Thursday, May 11, 2017: 11:10 AM
Yerba Buena 9 (Marriott Marquis Hotel)
T. Falck-Ytter1,2, P. Nyström3, E. Nilsson Jobs3, G. Gredebäck3 and S. Bolte1, (1)Center of Neurodevelopmental Disorders at Karolinska Institutet (KIND), Institutionen för kvinnors och barns hälsa (KBH), Karolinska Institutet, Stockholm, Sweden, (2)Dept of Psychology, Uppsala University, Uppsala, Sweden, (3)Uppsala University, Uppsala, SWEDEN
Background:

We recently discovered that ten-month-old siblings of children with autism spectrum disorder (ASD) had stronger pupillary light reflexes compared to low risk control infants (Nyström et al., 2015, Molecular Autism), a result which contrasts sharply with the weak pupillary light reflex typically seen in both children and adults with ASD. This finding raises the possibility that the pupillary light reflex captures early neurodevelopmental processes associated with autism risk. According to one hypothesis, atypicalities in the pupillary light reflex reflect a dysregulation in the cholinergic system, which is disrupted in ASD and plays a key role in the regulation of excitatory-inhibitory balance early in life.
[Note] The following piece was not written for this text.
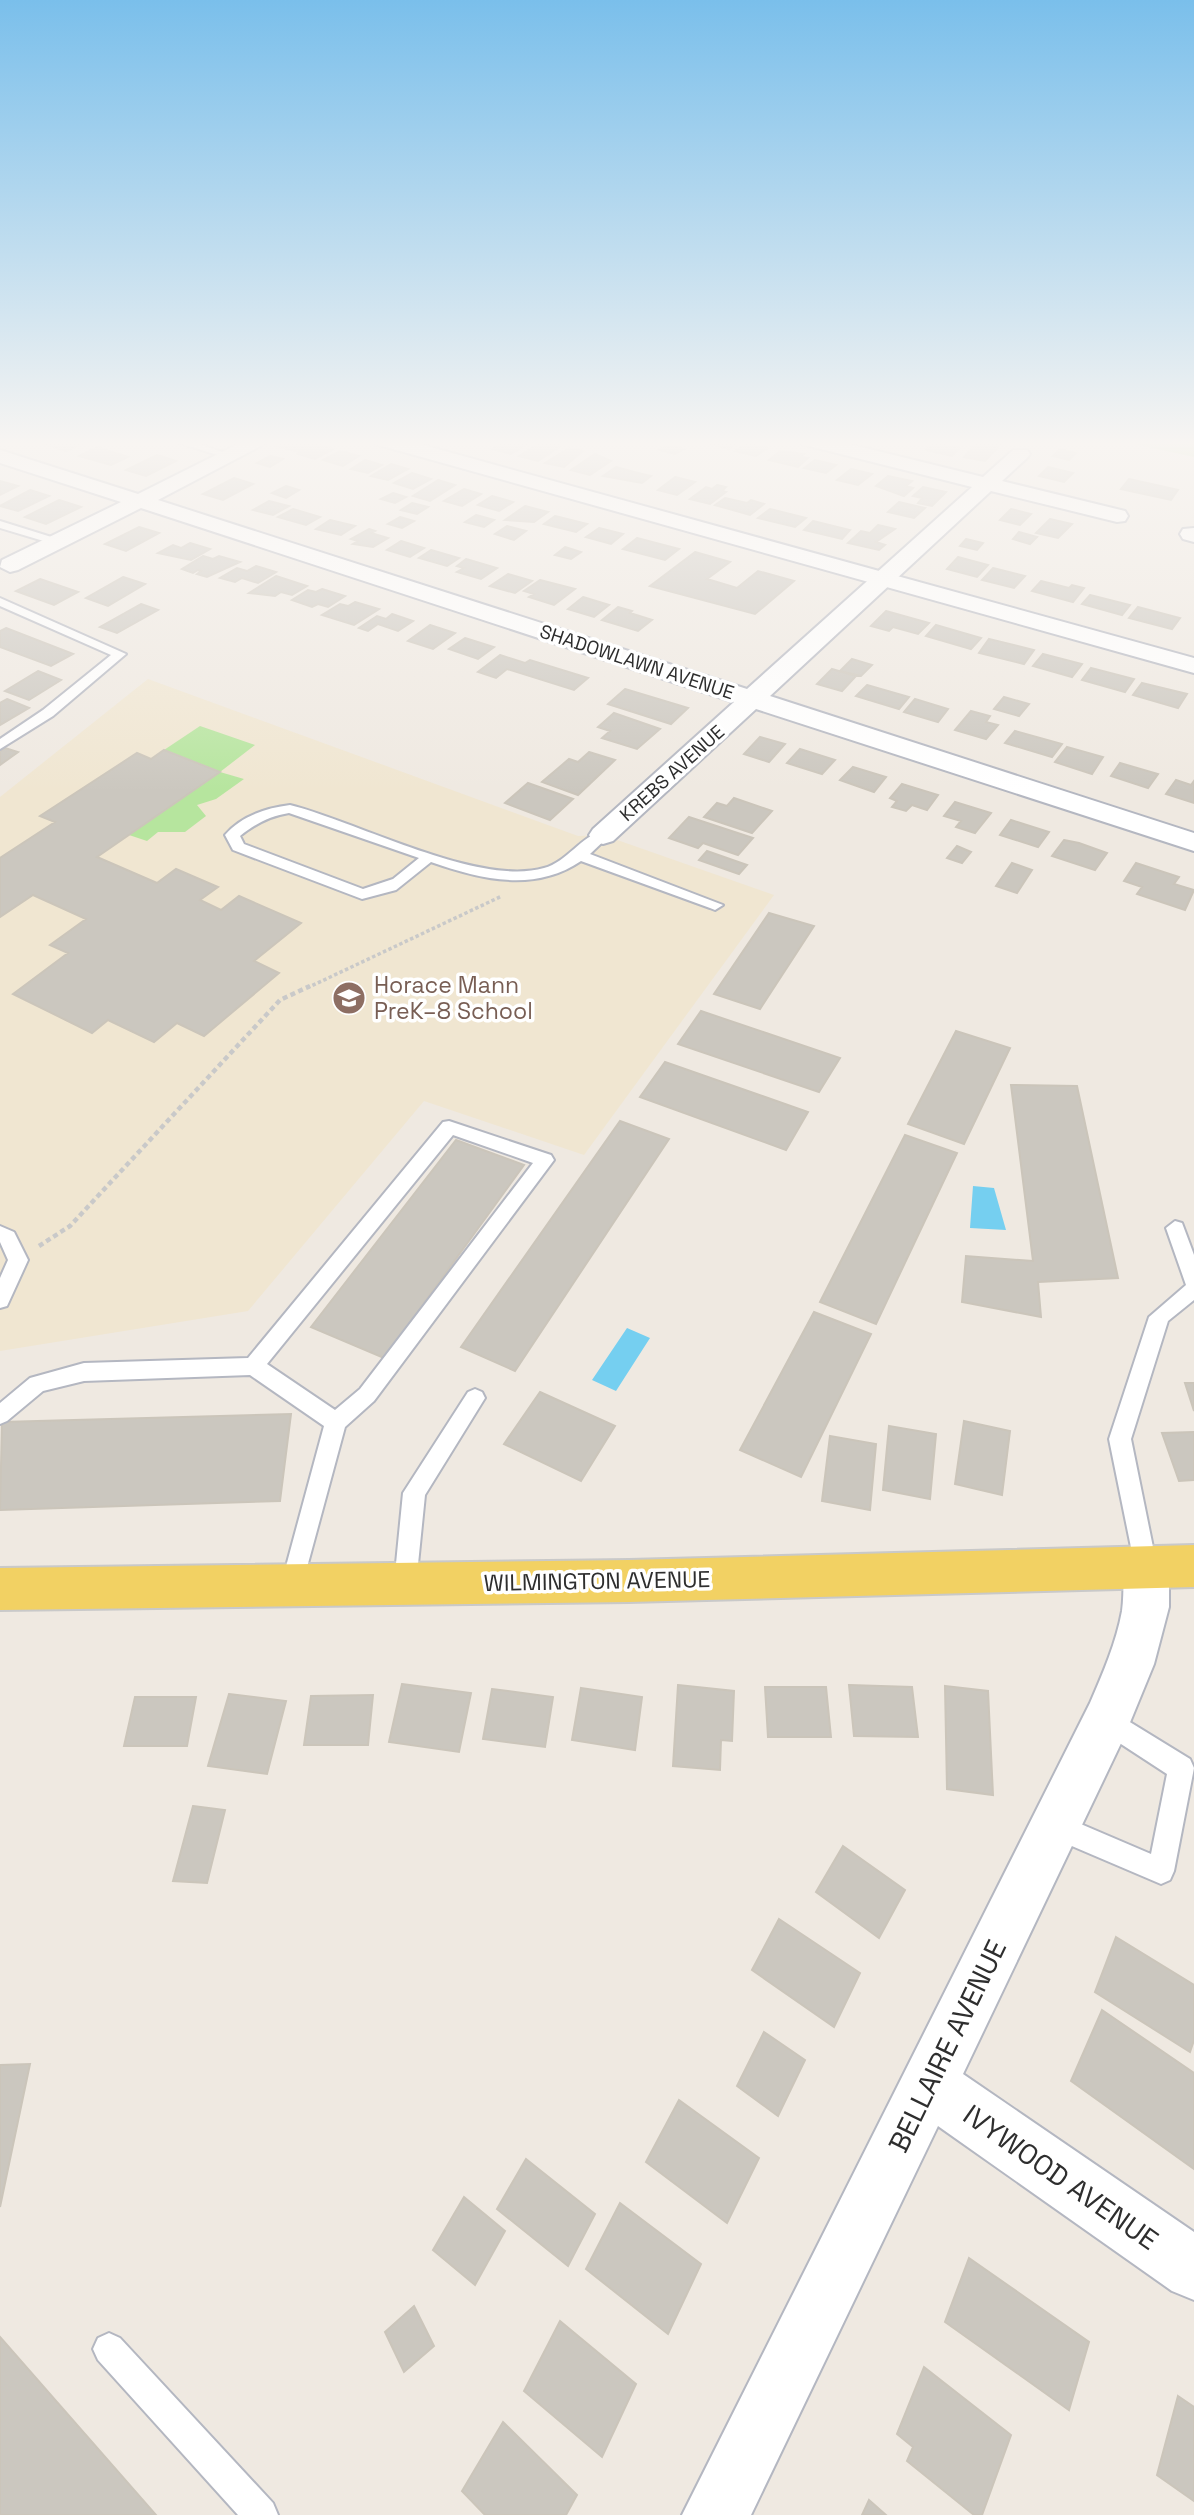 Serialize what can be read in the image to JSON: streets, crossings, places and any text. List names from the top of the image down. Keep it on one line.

Objectives: We followed up the infants in our previous study to an age when ASD outcome could be assessed. Based on the result of our previous study we predicted that infants who later developed high levels of ASD symptoms would have stronger pupillary light reflexes than other infants.
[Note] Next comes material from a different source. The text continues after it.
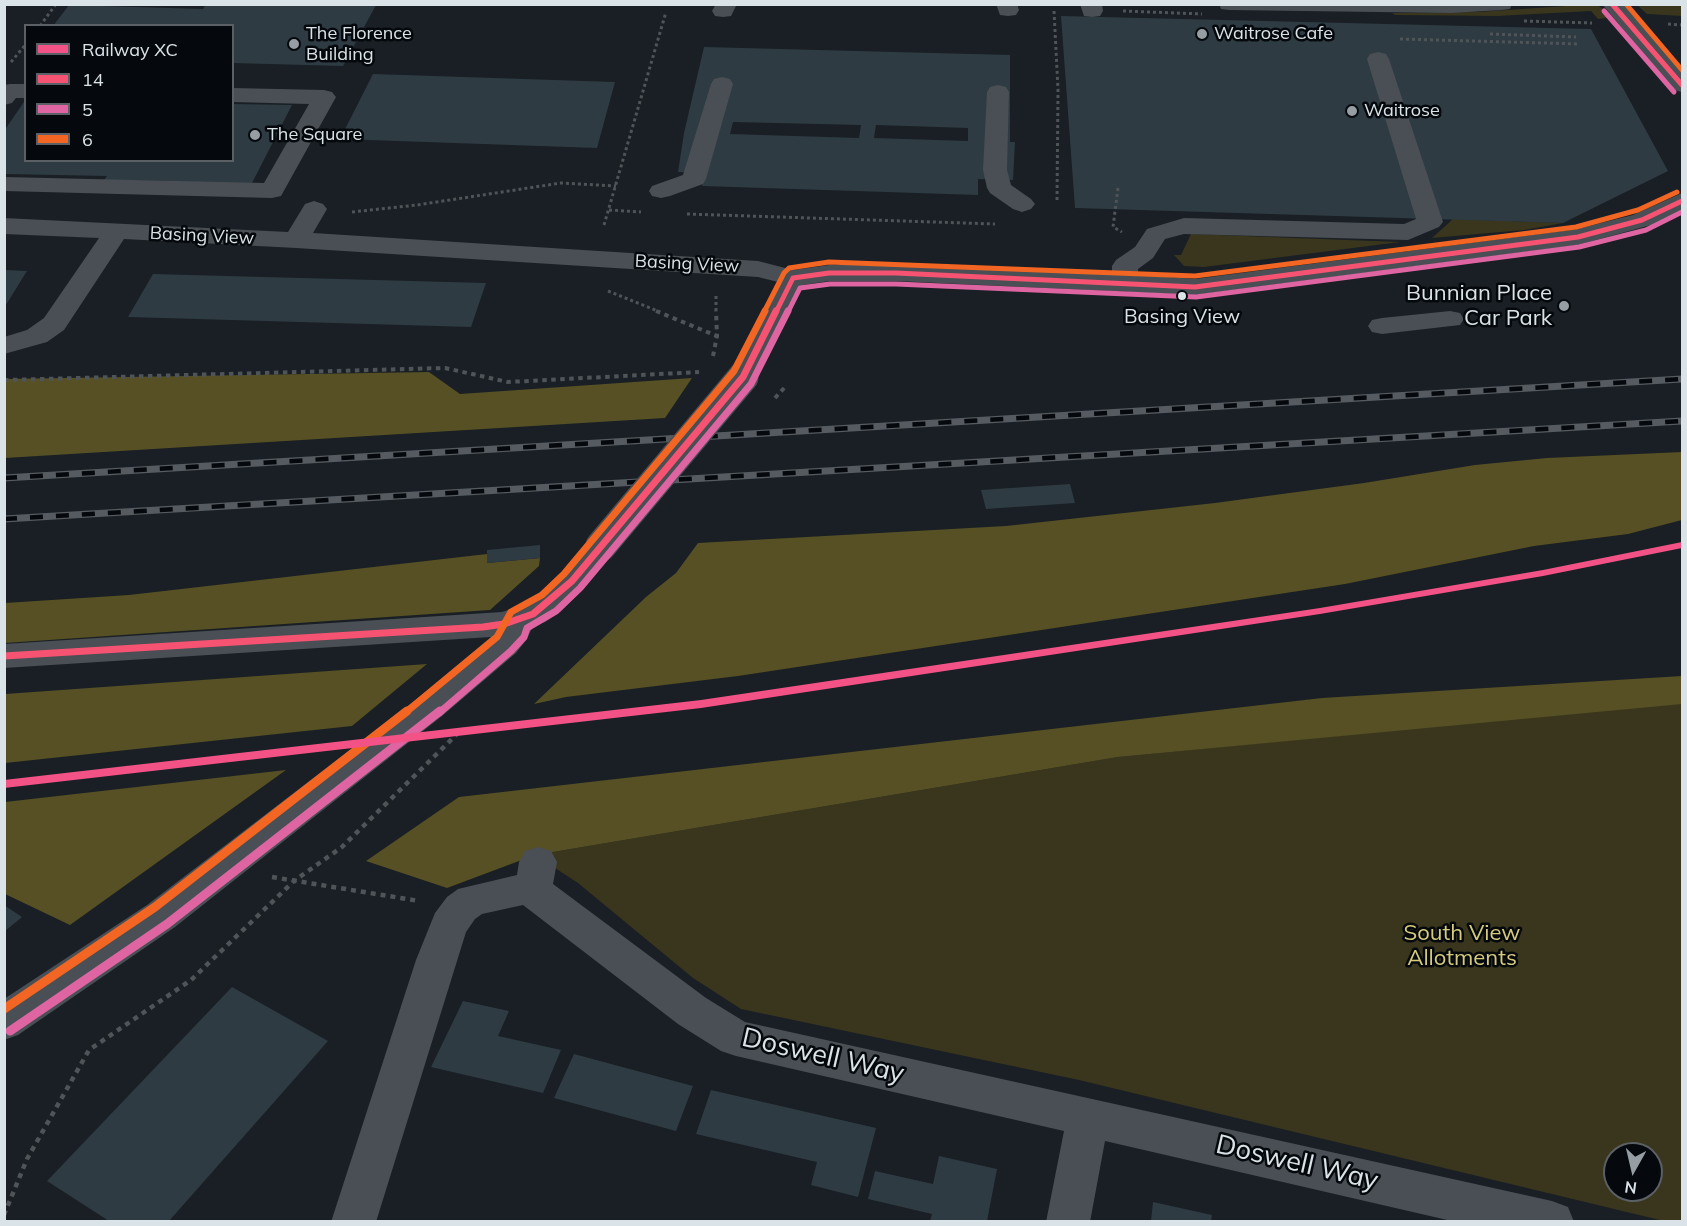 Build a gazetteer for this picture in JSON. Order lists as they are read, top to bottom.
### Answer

Methods: The pupillary light reflex was assessed using non-invasive eye tracking and the amplitude and latency was calculated in accordance with Nyström et al. (2015; Molecular Autism). 49 infants were included in the final sample. At 24 month of age, the Autism Diagnostic Observation Schedule, second edition (ADOS-2) was administered. ADOS standardized calibrated severity scores (CSS; range 1-10) were calculated, where scores in the 6-10 range indicate moderate-to-severe concern for ASD (Esler et al, 2015, JADD). We classified individuals in the high risk group with scores in this range as ASD positive (n = 6). Remaining infants were either ASD negative (n = 29) or low risk controls (n = 14).

Results: We found that the amplitude of the pupillary light reflex was larger in 10-month-olds who were classified as ASD positive at 24 months compared to unaffected high risk infant siblings – who in turn had larger amplitudes compared to infants with no family history of ASD (both Ps <.05).

Conclusions:  This study indicates that dependent on its magnitude, the pupillary light reflex in infancy signals either sub-threshold ASD risk or full-blown clinical symptoms, and suggests that pupillometry can facilitate risk assessment in human infants.